There are about seven million non-Germans in Germany today, comprising 9 per cent of the total population, with the two-million- strong Turkish community by far the largest group. By and large, there is little more than superficial contact between Germans and their immigrant neighbours, and large Turkish- and Arab-speaking ghettos are a feature of every German city.

Another feature of German cities is schools where 40 per cent of students are non-German, rising to 80 and even 100 per cent in some Berlin neighbourhoods.

Large numbers of these children are doomed to the lowest rung of the three-tier secondary school system, where university education is impossible, and even a job is unlikely. One in five children of immigrant families depart school without a leaving certificate, only one-quarter complete an apprenticeship, and unemployment among young people from immigrant families is running at over 20 per cent, twice the national average.

The frustration of disillusioned immigrant youth - and the growing attraction of young Muslims to Islamic extremism - has led to greater demands across Europe for immigrants to integrate and accept secular western society.

But no country feels more uncomfortable making demands on foreigners than Germany, tainted by its Nazi past.
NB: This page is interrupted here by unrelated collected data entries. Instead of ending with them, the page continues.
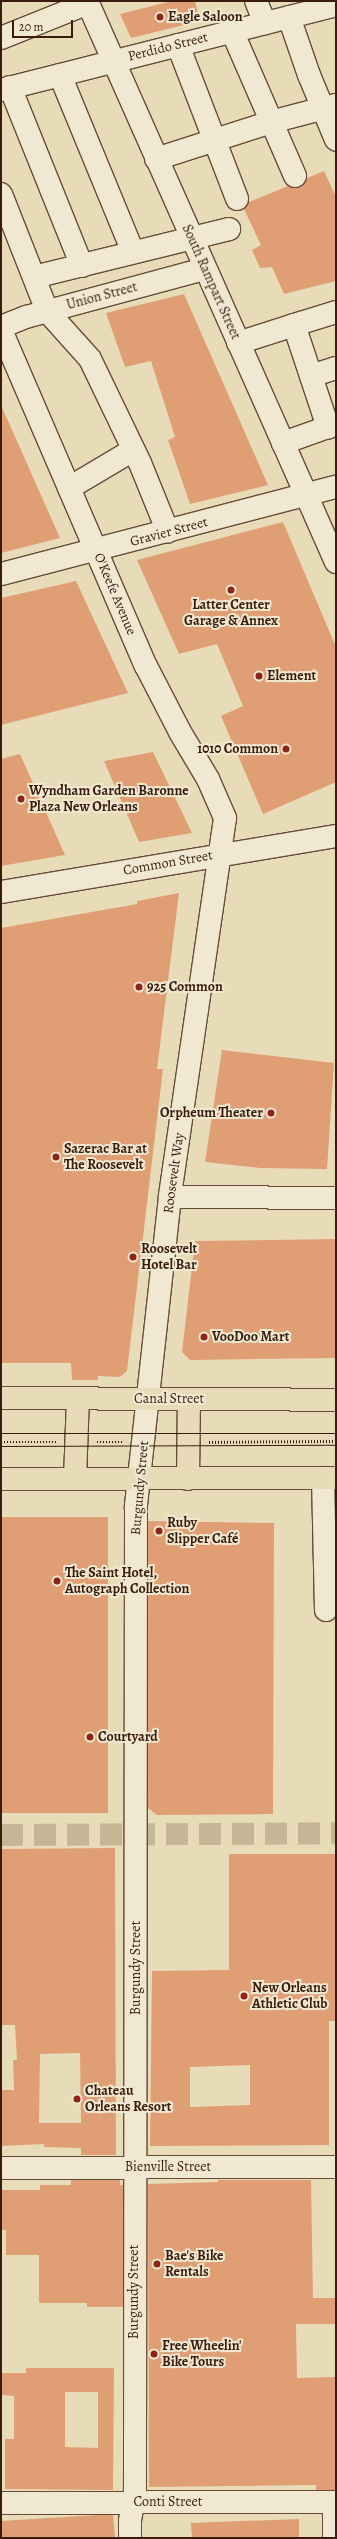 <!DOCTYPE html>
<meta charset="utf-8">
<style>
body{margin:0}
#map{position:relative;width:337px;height:2539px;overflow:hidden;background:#e8dcb8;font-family:Alegreya,serif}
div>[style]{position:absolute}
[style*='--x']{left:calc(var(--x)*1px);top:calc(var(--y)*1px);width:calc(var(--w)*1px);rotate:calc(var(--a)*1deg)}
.building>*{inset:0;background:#e09e75;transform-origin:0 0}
.minor-tunnel>*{height:22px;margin-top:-11px;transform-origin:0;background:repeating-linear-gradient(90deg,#c5b696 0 22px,transparent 0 33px)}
.path>*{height:2.5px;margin-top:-1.25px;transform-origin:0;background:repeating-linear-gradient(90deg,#391c0e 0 1px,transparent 0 3px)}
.roads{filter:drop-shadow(1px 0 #654c38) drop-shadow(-1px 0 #654c38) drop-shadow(0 1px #654c38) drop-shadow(0 -1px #654c38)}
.minor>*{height:22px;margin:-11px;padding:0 11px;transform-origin:11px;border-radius:11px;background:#f0e8d1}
.major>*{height:22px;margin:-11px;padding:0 11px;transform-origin:11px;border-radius:11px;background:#e8dcb8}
.tram>*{height:1px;margin:-0.5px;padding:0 0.5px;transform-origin:0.5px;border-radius:0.5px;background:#391c0e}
.dots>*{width:11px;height:11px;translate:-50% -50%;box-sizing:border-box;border:2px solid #f0e8d1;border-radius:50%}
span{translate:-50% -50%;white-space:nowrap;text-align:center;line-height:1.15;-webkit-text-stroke:4px #f0e8d1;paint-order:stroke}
.poi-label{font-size:14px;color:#391c0e;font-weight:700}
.left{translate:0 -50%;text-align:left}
.right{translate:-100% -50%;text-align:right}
.street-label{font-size:14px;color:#391c0e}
.frame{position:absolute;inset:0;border:2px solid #391c0e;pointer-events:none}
.scale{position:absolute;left:12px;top:20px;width:61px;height:18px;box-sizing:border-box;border:2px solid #391c0e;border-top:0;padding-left:5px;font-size:12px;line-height:14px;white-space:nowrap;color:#391c0e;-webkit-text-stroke:3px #f0e8d1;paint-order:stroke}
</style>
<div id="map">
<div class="building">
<div style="clip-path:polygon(172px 1px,195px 1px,200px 21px,131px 38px,120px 14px)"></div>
<div style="clip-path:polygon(324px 171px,336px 197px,336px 281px,284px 294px,272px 267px,260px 268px,252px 250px,261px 245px,244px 209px,249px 202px,288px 186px,300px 187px,307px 178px)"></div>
<div style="clip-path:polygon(184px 294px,268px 485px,190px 504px,168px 440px,175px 437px,151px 361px,125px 367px,106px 313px)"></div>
<div style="clip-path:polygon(1px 405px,60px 538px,1px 553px)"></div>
<div style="clip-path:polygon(283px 522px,336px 647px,336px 782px,263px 814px,221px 716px,243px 706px,217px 644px,179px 654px,137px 560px)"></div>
<div style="clip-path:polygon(76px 581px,128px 693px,1px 725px,1px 598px)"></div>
<div style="clip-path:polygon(153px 752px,192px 833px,139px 842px,104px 761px)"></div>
<div style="clip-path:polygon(20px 754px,65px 855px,1px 866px,1px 759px)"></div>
<div style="clip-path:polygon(179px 893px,157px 1069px,163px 1069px,127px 1371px,120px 1377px,98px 1376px,98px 1380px,72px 1380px,71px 1363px,1px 1363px,1px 928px,137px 904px,137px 901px)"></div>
<div style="clip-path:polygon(222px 1050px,334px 1063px,327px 1169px,260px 1168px,205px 1162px)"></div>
<div style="clip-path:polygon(336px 1239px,336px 1358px,190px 1360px,182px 1352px,195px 1241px)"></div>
<div style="left:1px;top:1517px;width:107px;height:296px"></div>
<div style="clip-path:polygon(148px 1521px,274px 1523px,273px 1814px,157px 1815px,148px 1808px)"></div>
<div style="clip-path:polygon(evenodd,115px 1848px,116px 2155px,81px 2155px,81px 2148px,44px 2147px,44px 2144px,1px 2146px,1px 2090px,14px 2090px,13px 2060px,17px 2060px,15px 2025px,1px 2025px,1px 1849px,115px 1848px,80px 2053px,81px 2123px,39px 2123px,40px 2054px,80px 2053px)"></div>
<div style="clip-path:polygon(evenodd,229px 1854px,336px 1854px,336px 2021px,329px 2021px,329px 2145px,150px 2146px,152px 1971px,229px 1970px,229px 1854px,250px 2065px,250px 2105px,190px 2107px,190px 2067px,250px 2065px)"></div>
<div style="clip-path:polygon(71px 2180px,120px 2180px,120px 2185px,123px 2185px,123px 2307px,87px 2307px,87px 2303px,39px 2303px,39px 2255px,6px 2255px,6px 2230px,1px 2230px,1px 2190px,40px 2190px,40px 2185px,71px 2185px)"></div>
<div style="clip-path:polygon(218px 2180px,311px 2180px,313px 2298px,336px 2298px,336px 2324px,296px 2324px,297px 2378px,336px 2377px,336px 2490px,316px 2490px,316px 2485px,149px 2487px,148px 2184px,218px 2182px)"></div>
<div style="clip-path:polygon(evenodd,26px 2368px,114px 2368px,113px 2490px,5px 2489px,5px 2439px,14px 2439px,14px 2396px,1px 2395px,1px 2373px,26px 2373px,26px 2368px,65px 2392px,98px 2392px,98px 2448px,65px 2447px,65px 2392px)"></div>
<div style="clip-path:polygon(98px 2515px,113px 2515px,115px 2538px,1px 2538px,1px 2521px)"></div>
<div style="clip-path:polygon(299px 2519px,299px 2538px,192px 2538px,191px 2523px)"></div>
</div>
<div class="minor-tunnel">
<div style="--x:1;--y:1835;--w:335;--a:-0.3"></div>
</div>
<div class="path">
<div style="--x:1;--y:1442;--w:55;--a:0"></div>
<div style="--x:97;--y:1442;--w:25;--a:0"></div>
<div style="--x:209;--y:1442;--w:127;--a:-0.5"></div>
</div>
<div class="roads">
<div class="minor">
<div style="--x:87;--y:1;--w:614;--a:66.07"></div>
<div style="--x:256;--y:1;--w:24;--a:68"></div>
<div style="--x:289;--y:17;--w:61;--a:71"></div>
<div style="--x:309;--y:75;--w:70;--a:67.4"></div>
<div style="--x:232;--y:31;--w:158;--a:66.5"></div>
<div style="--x:1;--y:38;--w:94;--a:-21.9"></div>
<div style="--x:178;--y:45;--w:165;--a:69"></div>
<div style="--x:60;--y:75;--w:191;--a:67.6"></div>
<div style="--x:10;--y:87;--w:193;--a:68.1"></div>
<div style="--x:1;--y:90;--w:346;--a:-14.2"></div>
<div style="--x:156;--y:159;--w:121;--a:-17.8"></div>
<div style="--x:271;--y:122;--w:67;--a:-14.7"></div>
<div style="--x:1;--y:194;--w:126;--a:68.5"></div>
<div style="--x:47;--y:311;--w:64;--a:48.1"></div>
<div style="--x:90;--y:359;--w:115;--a:64.3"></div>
<div style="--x:140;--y:463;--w:74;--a:67.9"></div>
<div style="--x:34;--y:277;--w:201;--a:-13.8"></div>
<div style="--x:294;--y:325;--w:44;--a:-17.2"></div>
<div style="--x:1;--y:327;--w:27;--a:-22"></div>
<div style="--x:26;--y:317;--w:184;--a:-15.1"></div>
<div style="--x:1;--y:330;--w:366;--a:66.7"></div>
<div style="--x:146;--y:666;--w:74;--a:62.7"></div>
<div style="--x:180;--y:732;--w:55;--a:59.2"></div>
<div style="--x:208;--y:779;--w:43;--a:66.4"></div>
<div style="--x:225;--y:818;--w:383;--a:98.3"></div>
<div style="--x:170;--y:1197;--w:311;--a:96.3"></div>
<div style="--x:136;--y:1506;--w:986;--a:90.06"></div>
<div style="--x:135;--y:2492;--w:29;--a:100"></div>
<div style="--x:130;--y:2521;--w:17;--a:90"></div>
<div style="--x:238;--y:343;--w:59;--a:-17.8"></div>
<div style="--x:294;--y:325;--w:108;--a:71.6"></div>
<div style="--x:328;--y:427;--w:48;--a:160.4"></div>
<div style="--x:311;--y:376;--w:26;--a:-18"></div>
<div style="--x:69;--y:488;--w:74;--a:-30.7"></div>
<div style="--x:1;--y:574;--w:346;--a:-14.6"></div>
<div style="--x:1;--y:892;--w:340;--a:-9.5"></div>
<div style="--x:170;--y:1197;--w:166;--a:0.3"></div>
<div style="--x:323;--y:1478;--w:132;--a:88.7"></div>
<div style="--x:1;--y:2168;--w:335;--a:-0.2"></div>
<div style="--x:334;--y:2502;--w:36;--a:90"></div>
<div style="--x:1;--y:2503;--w:335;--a:-0.2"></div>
</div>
<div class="major">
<div style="--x:1;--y:1398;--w:335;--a:0.3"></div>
<div style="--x:1;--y:1479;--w:335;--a:-0.2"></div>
<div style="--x:75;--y:1479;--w:81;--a:-87.9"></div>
<div style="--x:188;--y:1479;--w:80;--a:-89.3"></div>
</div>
</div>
<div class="tram">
<div style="--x:1;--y:1433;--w:335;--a:0"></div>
<div style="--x:1;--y:1446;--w:335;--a:-0.2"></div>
</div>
<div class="dots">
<div style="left:160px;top:17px;background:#8f2418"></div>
<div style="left:231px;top:590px;background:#8f2418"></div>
<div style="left:259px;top:676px;background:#8f2418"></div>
<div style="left:286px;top:749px;background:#8f2418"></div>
<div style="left:21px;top:799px;background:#8f2418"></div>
<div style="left:139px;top:987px;background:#8f2418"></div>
<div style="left:271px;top:1113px;background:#8f2418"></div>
<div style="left:56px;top:1157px;background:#8f2418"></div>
<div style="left:133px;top:1257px;background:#8f2418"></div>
<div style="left:204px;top:1337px;background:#8f2418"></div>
<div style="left:159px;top:1531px;background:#8f2418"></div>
<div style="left:57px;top:1581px;background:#8f2418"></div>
<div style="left:90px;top:1737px;background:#8f2418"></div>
<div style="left:244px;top:1996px;background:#8f2418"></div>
<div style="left:77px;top:2099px;background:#8f2418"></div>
<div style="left:157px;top:2264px;background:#8f2418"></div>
<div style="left:154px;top:2354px;background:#8f2418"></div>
</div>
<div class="poi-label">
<span class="left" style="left:168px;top:17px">Eagle Saloon</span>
<span style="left:231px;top:613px">Latter Center<br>Garage &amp; Annex</span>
<span class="left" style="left:267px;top:676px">Element</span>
<span class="right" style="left:278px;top:749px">1010 Common</span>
<span class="left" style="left:29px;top:799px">Wyndham Garden Baronne<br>Plaza New Orleans</span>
<span class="left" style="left:147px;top:987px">925 Common</span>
<span class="right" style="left:263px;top:1113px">Orpheum Theater</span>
<span class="left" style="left:64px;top:1157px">Sazerac Bar at<br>The Roosevelt</span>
<span class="left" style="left:141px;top:1257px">Roosevelt<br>Hotel Bar</span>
<span class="left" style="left:212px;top:1337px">VooDoo Mart</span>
<span class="left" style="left:167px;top:1531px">Ruby<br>Slipper Café</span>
<span class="left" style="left:65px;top:1581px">The Saint Hotel,<br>Autograph Collection</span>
<span class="left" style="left:98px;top:1737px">Courtyard</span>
<span class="left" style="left:252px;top:1996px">New Orleans<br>Athletic Club</span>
<span class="left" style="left:85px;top:2099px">Chateau<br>Orleans Resort</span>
<span class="left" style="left:165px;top:2264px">Bae's Bike<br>Rentals</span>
<span class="left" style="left:162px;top:2354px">Free Wheelin'<br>Bike Tours</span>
</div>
<div class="street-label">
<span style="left:168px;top:47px;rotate:-14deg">Perdido Street</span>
<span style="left:211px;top:282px;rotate:66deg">South Rampart Street</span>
<span style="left:102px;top:296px;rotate:-15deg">Union Street</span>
<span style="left:169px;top:532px;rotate:-15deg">Gravier Street</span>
<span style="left:115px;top:594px;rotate:67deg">O'Keefe Avenue</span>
<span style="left:168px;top:863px;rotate:-10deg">Common Street</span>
<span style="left:174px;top:1173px;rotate:-82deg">Roosevelt Way</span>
<span style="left:169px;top:1399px">Canal Street</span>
<span style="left:140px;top:1488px;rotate:-85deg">Burgundy Street</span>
<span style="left:136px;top:1968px;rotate:-90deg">Burgundy Street</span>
<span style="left:168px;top:2167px">Bienville Street</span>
<span style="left:134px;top:2292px;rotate:-90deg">Burgundy Street</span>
<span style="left:168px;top:2502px">Conti Street</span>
</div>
<div class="frame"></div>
<div class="scale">20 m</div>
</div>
For German conservatives, the immigrants who began arriving 40 years ago were "guest workers" who would one day leave. However, left-wingers were attracted to the multicultural idea of "tolerance of difference".

Right-wingers see the Rütli school as the bitter harvest of the anti-authoritarian, multicultural seeds sown by the 1968 student revolutionaries. The left has hit back, saying that today's immigrant tower blocks with eastward-pointing satellite dishes bolted to their balconies are the product of the 16-year Kohl era that ignored the reality of immigration. It was the Schröder government that abolished citizenship laws based on ethnic origin.

That conservative denial continues today, say left-wingers, in CDU's calls to deport criminal "foreigners" who were born and raised in Germany. With the Greens now in opposition and the CDU in power in Berlin, there is a wind of change. CDU-ruled federal states are drafting tests on German history and culture for citizenship applicants.

In Baden-Württemburg, officials can decline a citizenship application if there is concern about the applicant's tolerance of women, homosexuals or secular values.

Neighbouring Bavaria will soon implement a law to keep children from immigrant families out of the school system until they can speak German.

Chancellor Angela Merkel has called an "integration summit" to try and end the ideological cat-fight caused by the Rütli school. Praised for her problem-solving skills, she will need them to make clear that Germany's immigrant integration problem is as much the product of intolerant right-wing denial as its complementary cousin, patronising left-wing multiculturalism.